Work to complete
Copy out each line of the data that contains "buttons".

**********

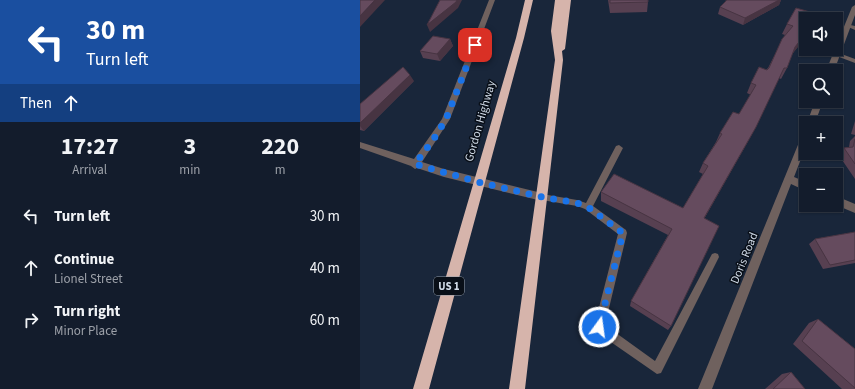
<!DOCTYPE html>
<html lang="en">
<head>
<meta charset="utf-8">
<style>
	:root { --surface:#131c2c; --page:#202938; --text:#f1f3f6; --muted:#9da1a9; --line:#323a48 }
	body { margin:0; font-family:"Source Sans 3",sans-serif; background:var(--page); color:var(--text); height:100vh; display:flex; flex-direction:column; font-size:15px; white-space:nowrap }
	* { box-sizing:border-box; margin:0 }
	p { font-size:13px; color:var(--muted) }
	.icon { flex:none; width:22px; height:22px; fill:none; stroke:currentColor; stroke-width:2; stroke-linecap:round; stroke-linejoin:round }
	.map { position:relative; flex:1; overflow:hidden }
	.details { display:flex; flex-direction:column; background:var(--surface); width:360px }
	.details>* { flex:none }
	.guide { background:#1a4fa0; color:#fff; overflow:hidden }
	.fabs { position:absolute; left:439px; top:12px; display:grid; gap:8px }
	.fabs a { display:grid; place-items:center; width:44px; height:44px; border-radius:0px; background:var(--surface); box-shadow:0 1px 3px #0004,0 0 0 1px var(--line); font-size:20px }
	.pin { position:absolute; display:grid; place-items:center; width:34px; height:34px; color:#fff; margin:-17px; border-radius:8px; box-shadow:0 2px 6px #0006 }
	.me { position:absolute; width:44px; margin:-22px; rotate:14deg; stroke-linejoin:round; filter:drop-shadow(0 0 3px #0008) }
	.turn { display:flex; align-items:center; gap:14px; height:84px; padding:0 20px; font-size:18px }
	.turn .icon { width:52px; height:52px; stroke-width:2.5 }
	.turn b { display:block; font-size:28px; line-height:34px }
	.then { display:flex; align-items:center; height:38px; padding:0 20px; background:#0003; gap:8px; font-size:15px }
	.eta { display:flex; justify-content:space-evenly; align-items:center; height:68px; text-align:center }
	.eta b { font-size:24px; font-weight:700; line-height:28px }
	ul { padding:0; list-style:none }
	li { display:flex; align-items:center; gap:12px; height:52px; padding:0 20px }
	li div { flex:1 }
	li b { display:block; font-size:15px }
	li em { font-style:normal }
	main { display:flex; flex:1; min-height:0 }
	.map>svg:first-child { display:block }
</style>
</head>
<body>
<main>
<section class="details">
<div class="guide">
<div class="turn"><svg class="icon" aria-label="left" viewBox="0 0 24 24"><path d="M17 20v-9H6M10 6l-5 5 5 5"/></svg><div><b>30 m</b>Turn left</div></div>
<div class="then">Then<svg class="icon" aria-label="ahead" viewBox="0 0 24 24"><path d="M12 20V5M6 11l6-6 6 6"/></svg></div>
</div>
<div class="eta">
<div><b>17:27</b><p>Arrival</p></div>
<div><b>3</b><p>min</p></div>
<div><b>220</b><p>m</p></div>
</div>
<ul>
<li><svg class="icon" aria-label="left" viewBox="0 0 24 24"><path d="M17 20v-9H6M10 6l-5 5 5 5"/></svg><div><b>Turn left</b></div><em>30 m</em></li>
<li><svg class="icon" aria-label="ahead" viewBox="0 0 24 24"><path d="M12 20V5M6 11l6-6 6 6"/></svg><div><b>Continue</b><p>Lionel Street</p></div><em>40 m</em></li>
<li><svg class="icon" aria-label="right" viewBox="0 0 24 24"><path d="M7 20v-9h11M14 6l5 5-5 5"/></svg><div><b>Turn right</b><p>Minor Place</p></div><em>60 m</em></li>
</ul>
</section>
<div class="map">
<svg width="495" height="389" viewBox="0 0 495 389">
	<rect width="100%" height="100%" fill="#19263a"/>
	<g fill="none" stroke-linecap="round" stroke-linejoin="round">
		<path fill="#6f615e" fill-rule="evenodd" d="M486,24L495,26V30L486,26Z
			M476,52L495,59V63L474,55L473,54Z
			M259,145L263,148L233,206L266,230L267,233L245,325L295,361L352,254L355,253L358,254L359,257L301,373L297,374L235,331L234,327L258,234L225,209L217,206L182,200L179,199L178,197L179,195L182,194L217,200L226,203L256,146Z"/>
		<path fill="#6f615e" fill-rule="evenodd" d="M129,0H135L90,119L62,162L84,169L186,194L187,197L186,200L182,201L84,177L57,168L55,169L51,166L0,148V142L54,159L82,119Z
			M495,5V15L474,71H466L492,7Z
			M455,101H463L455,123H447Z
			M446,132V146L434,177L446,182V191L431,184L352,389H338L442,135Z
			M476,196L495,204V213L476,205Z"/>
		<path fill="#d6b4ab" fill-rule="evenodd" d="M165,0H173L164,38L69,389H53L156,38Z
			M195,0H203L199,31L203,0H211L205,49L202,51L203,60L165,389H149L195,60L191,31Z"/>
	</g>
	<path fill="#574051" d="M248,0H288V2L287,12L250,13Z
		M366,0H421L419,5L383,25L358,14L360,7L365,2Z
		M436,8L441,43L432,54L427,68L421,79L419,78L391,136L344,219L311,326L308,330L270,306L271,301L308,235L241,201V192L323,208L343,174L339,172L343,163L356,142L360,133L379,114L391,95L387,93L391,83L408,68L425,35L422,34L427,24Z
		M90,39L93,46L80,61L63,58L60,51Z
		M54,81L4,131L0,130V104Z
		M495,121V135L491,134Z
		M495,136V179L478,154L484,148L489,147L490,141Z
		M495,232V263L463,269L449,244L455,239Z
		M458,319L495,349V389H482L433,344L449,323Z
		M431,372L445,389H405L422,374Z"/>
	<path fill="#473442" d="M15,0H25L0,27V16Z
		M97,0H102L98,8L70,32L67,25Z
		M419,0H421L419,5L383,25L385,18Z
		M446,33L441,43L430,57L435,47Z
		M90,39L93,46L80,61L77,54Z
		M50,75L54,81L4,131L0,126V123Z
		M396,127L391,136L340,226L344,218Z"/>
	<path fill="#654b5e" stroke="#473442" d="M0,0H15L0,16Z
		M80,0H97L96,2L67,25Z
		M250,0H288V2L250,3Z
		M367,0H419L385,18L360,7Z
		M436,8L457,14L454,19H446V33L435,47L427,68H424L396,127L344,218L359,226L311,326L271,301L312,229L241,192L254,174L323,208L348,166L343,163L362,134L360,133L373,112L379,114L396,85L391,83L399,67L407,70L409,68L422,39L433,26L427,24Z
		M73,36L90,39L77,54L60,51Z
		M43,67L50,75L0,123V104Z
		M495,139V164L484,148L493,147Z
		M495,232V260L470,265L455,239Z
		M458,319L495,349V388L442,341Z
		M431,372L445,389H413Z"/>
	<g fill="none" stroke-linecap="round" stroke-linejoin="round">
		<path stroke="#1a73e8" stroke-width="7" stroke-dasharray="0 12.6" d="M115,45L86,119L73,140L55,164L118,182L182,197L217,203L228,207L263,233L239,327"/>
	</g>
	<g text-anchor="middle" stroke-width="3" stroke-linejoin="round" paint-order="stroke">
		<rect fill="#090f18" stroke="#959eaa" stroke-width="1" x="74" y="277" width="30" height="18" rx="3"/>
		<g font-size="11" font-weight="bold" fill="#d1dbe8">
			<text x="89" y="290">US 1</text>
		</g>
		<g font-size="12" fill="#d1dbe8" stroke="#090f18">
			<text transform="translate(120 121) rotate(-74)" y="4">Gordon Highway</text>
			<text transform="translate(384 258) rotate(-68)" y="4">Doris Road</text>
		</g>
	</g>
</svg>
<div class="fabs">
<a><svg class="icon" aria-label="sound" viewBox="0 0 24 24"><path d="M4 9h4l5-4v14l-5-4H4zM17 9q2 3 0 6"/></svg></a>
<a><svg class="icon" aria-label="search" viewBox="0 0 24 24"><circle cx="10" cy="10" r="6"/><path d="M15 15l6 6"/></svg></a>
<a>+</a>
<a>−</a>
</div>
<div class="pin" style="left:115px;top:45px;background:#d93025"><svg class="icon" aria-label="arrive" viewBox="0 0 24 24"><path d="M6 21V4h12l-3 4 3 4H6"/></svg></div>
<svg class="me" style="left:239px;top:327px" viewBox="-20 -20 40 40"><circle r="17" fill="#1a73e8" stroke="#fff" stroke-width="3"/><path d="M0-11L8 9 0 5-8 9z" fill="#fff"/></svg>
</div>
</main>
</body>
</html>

**********

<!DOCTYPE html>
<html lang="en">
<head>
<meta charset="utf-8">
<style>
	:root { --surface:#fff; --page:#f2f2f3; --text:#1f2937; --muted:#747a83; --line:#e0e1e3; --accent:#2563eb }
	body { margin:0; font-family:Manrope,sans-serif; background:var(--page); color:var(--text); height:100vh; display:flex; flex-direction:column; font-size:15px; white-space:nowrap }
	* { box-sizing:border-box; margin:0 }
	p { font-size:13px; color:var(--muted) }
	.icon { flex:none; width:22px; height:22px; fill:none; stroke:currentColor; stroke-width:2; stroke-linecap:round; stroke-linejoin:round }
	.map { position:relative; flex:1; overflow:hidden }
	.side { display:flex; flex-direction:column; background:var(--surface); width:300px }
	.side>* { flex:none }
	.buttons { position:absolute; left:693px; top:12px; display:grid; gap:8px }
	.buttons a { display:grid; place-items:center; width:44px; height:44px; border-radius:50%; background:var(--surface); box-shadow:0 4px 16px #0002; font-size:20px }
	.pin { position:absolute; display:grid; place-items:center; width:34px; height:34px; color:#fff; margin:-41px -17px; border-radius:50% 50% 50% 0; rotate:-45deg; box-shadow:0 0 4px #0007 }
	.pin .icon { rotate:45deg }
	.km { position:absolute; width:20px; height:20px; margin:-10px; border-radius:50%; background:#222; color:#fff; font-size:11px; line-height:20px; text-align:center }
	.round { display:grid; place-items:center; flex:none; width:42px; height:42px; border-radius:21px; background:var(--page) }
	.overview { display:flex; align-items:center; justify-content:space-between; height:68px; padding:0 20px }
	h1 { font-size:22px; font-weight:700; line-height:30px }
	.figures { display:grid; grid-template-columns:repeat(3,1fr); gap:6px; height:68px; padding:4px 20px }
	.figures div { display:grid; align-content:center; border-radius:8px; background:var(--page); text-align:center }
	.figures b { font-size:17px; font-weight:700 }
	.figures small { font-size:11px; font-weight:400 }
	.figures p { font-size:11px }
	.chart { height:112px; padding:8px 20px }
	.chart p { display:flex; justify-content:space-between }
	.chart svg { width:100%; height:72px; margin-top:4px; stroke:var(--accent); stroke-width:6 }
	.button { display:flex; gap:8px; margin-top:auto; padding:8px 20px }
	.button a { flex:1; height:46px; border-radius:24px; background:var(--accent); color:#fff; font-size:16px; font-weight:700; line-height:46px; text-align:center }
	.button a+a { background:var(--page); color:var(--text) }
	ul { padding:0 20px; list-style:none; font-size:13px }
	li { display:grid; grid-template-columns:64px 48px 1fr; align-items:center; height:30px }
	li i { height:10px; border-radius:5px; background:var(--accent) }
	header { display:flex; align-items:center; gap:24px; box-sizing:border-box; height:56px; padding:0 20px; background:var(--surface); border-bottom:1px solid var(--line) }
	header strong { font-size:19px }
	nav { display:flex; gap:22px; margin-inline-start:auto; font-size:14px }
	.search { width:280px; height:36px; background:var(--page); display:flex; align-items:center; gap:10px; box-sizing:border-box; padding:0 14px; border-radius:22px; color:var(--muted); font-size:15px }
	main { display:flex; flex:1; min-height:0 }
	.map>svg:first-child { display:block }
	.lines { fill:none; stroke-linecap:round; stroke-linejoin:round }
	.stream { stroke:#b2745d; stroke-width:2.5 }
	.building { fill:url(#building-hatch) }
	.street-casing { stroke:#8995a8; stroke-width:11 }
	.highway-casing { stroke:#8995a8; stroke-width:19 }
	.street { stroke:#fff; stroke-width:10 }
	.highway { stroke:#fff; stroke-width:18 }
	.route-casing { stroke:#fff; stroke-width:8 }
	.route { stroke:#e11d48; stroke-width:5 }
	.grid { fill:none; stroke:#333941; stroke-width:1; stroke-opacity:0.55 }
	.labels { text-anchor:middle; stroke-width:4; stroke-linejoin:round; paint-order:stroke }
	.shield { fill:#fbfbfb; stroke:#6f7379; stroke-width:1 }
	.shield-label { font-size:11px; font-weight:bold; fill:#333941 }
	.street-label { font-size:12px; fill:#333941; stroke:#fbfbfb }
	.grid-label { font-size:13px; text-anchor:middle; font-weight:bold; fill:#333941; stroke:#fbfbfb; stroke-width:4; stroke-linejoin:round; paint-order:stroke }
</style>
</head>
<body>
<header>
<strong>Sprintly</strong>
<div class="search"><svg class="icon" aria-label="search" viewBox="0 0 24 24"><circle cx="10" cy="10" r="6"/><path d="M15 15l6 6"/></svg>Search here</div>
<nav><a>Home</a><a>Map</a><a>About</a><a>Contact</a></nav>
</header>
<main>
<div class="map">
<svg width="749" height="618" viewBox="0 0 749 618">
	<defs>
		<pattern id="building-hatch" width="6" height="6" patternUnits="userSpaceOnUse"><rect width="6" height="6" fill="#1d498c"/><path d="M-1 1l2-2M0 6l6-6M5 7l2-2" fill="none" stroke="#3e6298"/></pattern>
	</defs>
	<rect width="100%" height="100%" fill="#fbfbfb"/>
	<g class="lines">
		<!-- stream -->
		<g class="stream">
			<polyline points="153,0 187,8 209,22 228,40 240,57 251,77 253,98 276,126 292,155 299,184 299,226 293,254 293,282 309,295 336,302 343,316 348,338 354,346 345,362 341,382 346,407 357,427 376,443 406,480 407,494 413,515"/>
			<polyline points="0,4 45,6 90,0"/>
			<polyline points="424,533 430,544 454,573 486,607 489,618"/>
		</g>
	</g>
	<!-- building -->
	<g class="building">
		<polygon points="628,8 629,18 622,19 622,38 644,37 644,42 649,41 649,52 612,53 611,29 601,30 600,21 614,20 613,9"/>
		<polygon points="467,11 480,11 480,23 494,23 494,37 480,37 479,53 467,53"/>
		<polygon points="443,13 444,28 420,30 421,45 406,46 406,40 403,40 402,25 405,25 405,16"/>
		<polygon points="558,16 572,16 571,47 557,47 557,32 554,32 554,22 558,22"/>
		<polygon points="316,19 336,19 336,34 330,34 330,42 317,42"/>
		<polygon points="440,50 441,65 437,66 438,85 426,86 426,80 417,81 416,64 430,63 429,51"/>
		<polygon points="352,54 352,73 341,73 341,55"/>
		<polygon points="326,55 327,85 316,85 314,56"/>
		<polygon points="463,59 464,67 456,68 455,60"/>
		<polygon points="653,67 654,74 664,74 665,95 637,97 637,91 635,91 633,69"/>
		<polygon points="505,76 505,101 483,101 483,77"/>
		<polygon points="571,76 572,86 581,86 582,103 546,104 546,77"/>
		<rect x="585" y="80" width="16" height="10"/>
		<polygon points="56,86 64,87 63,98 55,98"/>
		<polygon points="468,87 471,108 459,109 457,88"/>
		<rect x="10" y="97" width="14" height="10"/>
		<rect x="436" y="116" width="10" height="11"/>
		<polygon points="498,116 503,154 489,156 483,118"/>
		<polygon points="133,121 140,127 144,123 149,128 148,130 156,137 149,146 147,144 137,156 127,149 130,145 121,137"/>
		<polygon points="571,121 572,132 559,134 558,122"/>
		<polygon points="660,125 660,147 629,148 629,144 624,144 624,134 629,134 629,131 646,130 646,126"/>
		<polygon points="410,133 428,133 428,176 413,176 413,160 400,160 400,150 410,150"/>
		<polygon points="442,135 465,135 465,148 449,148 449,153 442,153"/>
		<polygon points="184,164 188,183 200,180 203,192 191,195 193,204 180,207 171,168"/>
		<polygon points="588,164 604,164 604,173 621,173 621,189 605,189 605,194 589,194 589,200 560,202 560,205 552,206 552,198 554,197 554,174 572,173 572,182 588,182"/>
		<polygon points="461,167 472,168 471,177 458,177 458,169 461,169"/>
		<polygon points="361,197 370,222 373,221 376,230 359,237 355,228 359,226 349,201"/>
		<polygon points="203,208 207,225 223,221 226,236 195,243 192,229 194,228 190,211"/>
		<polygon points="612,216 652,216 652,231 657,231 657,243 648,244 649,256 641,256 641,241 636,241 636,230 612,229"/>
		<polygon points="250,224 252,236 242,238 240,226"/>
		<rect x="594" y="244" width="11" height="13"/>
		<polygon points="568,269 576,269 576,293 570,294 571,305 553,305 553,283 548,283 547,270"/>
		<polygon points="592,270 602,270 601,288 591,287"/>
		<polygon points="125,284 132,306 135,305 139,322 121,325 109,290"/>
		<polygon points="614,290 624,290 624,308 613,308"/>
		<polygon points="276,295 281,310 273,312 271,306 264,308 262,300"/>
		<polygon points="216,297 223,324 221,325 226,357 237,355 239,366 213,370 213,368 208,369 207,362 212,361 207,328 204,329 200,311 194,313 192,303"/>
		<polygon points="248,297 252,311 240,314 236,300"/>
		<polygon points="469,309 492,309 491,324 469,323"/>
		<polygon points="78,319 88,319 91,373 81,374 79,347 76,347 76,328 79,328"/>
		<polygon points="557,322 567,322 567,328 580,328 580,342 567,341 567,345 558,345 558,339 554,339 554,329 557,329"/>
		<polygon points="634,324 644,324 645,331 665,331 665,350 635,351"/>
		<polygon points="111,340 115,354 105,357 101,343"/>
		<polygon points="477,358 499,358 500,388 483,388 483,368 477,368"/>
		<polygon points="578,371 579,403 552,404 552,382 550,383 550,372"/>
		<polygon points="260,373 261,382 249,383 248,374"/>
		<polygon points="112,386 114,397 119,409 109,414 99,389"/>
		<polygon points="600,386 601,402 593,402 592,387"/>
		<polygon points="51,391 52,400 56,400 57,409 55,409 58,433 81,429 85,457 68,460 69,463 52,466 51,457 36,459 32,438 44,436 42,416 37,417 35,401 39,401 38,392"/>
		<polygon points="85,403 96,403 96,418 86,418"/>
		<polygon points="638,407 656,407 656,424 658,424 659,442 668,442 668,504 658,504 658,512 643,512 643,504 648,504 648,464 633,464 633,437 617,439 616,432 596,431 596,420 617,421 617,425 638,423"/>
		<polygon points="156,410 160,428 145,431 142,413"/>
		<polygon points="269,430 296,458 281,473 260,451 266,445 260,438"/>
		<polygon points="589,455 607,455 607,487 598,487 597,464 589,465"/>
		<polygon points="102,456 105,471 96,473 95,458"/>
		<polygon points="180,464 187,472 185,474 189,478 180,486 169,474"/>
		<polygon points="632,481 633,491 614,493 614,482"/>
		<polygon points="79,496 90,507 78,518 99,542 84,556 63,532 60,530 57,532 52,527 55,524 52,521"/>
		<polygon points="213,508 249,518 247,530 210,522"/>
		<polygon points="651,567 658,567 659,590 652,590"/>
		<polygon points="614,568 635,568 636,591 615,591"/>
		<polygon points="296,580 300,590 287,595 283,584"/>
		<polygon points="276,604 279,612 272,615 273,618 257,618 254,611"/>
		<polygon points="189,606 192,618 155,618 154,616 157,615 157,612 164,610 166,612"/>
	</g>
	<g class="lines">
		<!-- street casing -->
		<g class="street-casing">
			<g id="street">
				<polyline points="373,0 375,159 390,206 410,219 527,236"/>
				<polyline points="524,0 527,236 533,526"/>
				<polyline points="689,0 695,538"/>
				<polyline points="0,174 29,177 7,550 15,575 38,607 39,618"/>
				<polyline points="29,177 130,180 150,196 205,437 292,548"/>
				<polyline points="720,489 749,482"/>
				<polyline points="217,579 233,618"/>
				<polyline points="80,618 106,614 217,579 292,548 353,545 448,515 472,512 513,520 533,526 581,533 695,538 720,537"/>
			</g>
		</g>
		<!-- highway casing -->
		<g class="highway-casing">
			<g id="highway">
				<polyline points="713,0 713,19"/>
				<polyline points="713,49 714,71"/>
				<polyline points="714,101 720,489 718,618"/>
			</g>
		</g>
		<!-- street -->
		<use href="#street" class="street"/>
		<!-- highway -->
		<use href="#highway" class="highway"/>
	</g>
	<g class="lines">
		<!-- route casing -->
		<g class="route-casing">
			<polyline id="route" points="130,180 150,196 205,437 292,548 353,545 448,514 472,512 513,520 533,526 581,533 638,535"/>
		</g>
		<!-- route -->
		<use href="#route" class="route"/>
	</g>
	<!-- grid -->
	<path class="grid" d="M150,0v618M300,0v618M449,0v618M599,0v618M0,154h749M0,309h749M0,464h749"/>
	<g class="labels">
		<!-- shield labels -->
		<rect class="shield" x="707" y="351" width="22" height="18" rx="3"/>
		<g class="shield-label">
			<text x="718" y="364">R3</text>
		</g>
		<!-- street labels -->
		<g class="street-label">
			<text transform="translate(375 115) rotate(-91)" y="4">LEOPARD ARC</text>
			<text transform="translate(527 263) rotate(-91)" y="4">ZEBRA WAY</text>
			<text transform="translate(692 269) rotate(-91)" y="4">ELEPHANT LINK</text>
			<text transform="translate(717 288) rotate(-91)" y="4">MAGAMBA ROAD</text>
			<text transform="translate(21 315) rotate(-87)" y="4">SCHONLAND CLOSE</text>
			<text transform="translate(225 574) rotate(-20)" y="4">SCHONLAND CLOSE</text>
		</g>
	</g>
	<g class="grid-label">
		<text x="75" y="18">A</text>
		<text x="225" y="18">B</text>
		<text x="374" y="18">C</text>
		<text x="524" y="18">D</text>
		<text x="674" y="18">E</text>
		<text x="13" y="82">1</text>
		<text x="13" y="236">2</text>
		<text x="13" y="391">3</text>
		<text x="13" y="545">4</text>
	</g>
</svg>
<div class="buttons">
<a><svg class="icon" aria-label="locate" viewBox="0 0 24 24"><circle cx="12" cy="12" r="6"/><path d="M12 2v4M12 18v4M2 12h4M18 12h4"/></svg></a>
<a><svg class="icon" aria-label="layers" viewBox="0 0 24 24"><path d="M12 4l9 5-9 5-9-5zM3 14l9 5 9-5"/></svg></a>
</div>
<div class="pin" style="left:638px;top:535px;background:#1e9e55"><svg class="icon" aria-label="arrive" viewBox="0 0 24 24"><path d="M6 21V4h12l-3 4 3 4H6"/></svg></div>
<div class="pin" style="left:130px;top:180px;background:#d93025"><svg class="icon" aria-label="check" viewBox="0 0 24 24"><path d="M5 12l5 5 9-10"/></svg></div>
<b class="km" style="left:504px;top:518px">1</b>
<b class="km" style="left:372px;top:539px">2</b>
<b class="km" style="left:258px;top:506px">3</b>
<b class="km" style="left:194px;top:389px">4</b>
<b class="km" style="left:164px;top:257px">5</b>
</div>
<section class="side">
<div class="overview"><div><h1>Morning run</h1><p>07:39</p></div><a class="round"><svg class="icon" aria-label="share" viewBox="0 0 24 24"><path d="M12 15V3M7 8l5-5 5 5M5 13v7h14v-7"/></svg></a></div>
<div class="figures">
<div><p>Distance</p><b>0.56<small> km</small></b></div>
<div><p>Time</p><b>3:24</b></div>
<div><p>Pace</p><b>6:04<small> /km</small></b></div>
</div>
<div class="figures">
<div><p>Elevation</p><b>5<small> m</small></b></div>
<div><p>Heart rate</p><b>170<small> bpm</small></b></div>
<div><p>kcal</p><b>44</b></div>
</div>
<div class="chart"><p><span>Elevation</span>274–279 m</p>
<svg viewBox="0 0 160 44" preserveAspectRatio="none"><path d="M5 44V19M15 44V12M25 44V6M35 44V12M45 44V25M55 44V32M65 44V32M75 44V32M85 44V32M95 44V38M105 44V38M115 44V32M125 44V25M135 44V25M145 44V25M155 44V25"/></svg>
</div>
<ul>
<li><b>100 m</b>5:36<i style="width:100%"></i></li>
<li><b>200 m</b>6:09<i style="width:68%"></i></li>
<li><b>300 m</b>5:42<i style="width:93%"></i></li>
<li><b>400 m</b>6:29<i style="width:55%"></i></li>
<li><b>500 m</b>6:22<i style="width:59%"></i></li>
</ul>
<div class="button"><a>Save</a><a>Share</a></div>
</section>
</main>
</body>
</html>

**********

Response below
	.buttons { position:absolute; left:693px; top:12px; display:grid; gap:8px }
	.buttons a { display:grid; place-items:center; width:44px; height:44px; border-radius:50%; background:var(--surface); box-shadow:0 4px 16px #0002; font-size:20px }
<div class="buttons">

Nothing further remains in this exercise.